▸ **Try it**:
Search the listing below for the word "compass", and copy every line in which it turns up.
################
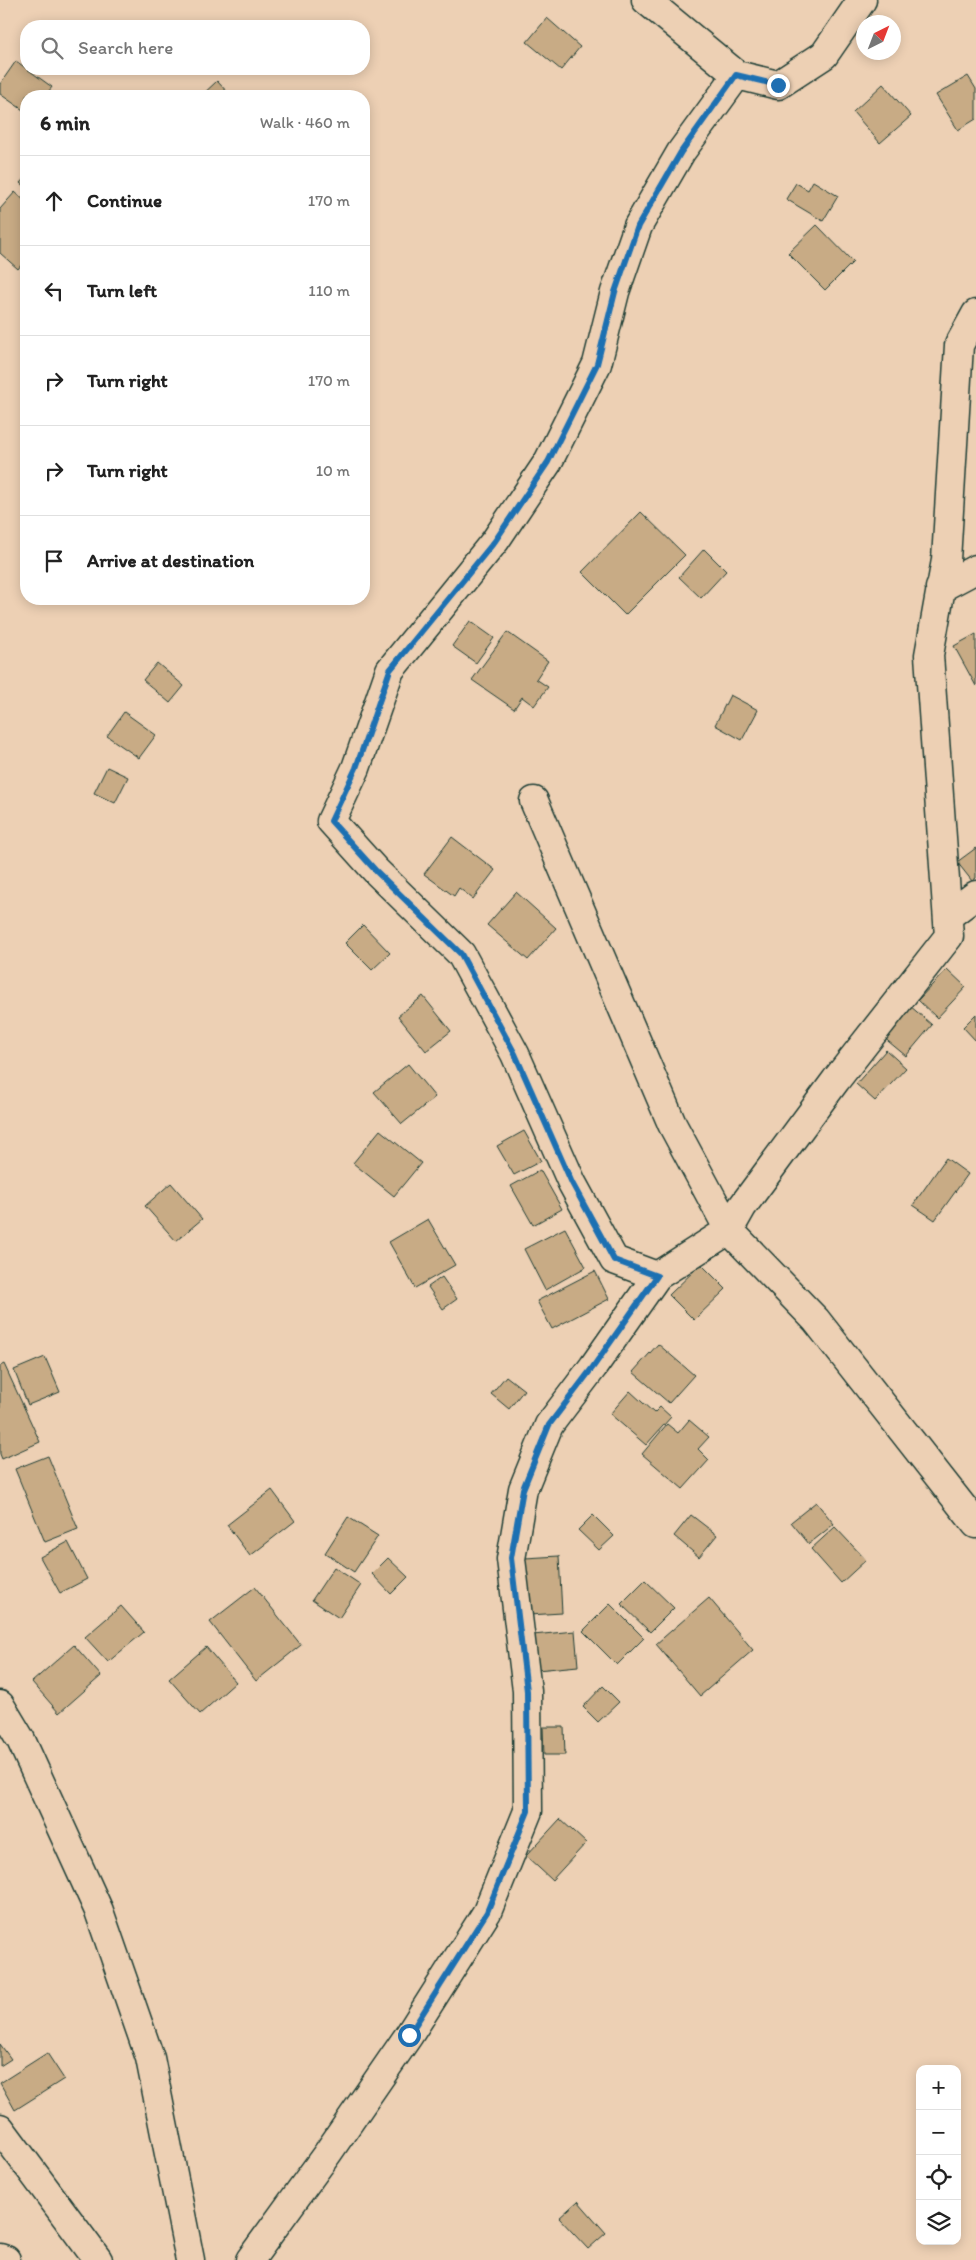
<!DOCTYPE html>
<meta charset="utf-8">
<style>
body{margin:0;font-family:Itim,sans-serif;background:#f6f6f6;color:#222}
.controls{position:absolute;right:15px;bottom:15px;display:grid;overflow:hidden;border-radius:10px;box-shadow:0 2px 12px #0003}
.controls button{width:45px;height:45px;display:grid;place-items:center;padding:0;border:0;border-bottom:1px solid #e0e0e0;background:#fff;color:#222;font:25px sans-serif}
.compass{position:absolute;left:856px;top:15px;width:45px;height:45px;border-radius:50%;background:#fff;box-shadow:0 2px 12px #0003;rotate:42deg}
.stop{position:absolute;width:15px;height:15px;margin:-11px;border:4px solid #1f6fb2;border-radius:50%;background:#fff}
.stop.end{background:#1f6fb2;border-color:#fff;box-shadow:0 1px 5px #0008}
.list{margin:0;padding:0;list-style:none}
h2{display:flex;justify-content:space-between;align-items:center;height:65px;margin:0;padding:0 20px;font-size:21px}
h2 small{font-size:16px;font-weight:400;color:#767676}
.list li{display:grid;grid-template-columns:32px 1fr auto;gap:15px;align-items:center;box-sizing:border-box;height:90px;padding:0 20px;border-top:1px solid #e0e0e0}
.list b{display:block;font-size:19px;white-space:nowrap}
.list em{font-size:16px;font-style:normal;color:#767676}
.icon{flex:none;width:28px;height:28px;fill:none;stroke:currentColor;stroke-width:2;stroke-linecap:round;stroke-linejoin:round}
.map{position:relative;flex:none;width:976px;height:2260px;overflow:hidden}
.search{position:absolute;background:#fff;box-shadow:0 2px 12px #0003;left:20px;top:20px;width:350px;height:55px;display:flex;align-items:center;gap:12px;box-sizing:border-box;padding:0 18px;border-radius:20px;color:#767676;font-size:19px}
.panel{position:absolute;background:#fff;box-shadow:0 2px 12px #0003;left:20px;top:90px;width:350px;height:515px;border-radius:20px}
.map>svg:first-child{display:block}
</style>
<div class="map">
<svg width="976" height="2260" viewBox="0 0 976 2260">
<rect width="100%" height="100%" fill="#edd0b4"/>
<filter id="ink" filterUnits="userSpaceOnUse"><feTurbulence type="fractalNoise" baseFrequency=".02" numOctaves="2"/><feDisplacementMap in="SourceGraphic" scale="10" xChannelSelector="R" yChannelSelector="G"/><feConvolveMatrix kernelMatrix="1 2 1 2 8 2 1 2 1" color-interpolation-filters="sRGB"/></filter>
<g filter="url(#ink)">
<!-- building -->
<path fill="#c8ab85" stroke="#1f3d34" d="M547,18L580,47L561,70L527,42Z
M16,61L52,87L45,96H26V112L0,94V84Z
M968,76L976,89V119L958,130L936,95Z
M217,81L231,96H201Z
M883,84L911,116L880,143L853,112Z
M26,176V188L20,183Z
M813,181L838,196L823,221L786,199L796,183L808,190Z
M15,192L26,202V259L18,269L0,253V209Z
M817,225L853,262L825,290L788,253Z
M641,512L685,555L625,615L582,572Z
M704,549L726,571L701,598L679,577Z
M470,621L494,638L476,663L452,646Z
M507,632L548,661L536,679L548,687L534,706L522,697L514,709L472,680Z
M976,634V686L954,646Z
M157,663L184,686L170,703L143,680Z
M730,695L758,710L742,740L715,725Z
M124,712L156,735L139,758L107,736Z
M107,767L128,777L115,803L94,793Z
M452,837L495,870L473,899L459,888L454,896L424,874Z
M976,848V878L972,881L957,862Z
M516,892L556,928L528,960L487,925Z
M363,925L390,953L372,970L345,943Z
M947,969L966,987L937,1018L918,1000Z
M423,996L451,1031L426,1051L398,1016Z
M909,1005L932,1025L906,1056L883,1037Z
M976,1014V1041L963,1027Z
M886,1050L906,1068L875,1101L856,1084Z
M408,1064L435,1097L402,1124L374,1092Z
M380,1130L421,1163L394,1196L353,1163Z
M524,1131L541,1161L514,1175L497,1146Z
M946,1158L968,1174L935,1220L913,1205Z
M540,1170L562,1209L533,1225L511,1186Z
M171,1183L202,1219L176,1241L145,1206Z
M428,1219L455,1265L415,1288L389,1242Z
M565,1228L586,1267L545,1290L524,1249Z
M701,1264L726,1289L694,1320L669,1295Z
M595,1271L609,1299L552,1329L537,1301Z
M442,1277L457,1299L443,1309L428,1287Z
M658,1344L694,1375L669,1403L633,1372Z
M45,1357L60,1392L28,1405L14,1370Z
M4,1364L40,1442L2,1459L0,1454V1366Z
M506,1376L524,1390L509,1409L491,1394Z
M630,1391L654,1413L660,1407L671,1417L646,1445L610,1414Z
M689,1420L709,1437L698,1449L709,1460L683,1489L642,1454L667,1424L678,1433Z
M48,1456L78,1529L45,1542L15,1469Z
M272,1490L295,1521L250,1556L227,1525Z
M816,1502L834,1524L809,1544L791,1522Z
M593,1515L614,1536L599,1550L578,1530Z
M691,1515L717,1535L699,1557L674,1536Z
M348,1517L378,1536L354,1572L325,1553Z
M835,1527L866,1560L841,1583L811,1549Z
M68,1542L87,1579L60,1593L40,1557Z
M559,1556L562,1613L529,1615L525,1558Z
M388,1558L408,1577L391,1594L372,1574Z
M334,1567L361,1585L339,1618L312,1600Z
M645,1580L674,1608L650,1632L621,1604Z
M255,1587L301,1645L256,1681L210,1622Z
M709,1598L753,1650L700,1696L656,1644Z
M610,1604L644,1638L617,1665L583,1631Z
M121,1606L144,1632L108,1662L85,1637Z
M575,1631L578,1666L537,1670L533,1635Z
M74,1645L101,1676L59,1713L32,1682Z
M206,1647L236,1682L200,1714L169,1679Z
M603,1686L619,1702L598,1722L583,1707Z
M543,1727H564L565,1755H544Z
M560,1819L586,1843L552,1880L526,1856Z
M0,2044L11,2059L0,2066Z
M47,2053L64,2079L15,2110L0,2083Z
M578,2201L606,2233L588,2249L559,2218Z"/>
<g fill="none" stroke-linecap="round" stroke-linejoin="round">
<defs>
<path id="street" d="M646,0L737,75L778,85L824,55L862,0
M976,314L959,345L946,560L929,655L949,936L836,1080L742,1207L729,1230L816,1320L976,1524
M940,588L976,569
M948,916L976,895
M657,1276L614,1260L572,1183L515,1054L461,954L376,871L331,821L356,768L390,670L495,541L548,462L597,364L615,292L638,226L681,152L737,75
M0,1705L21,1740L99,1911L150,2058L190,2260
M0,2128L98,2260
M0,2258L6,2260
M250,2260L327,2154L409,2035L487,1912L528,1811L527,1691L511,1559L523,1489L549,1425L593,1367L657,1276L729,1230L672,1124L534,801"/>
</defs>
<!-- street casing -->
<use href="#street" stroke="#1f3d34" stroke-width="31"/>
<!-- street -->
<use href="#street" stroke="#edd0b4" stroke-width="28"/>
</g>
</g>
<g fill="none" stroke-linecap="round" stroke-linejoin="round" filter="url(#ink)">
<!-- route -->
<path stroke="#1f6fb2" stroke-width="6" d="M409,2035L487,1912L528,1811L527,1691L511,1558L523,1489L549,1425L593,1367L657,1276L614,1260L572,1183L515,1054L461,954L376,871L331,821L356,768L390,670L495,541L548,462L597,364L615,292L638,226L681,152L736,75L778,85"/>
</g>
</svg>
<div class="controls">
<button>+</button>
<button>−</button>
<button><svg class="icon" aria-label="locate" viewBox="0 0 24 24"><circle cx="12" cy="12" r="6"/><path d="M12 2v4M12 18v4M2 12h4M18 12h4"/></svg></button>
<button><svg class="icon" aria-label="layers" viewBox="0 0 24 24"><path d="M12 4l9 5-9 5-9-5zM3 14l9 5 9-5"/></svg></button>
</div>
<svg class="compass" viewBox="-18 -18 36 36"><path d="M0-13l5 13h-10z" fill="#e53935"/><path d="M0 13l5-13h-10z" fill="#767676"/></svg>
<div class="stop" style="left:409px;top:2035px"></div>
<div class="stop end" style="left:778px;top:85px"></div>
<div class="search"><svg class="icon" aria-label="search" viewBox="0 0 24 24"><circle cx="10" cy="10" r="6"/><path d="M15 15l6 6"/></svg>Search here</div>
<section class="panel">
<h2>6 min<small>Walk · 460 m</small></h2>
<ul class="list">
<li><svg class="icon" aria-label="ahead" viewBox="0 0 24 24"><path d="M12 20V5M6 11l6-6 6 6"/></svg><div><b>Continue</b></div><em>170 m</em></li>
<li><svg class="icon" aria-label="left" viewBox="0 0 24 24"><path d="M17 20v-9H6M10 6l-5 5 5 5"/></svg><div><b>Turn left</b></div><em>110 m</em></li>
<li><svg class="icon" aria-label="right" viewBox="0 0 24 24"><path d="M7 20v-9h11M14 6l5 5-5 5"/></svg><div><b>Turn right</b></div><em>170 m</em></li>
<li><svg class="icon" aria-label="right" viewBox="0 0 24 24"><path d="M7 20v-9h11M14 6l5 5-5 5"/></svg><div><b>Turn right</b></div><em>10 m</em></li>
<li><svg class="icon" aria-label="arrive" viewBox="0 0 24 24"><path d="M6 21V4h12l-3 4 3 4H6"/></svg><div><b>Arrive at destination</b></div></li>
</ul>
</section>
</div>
################
▸ **Your response**:
.compass{position:absolute;left:856px;top:15px;width:45px;height:45px;border-radius:50%;background:#fff;box-shadow:0 2px 12px #0003;rotate:42deg}
<svg class="compass" viewBox="-18 -18 36 36"><path d="M0-13l5 13h-10z" fill="#e53935"/><path d="M0 13l5-13h-10z" fill="#767676"/></svg>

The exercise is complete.